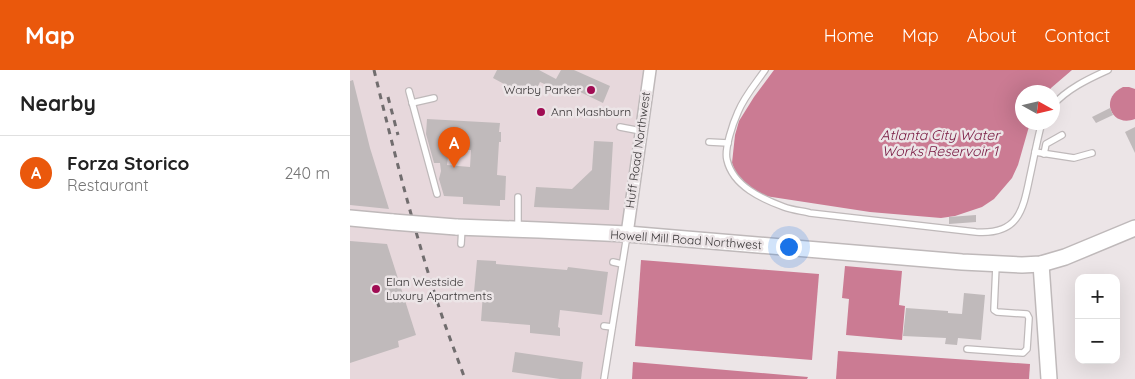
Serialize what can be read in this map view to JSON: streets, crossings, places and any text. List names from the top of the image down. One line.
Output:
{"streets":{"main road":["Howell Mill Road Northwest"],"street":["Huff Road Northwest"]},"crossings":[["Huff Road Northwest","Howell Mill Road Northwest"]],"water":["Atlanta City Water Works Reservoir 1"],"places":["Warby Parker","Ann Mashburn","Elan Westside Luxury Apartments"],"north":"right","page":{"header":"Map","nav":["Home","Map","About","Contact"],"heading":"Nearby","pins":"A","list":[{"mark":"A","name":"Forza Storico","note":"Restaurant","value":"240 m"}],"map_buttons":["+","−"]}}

= = =

### Action item
The task requires that every line above be transcribed exactly, without the images.

### Exercise result
Serialize what can be read in this map view to JSON: streets, crossings, places and any text. List names from the top of the image down. One line.
Output:
{"streets":{"main road":["Howell Mill Road Northwest"],"street":["Huff Road Northwest"]},"crossings":[["Huff Road Northwest","Howell Mill Road Northwest"]],"water":["Atlanta City Water Works Reservoir 1"],"places":["Warby Parker","Ann Mashburn","Elan Westside Luxury Apartments"],"north":"right","page":{"header":"Map","nav":["Home","Map","About","Contact"],"heading":"Nearby","pins":"A","list":[{"mark":"A","name":"Forza Storico","note":"Restaurant","value":"240 m"}],"map_buttons":["+","−"]}}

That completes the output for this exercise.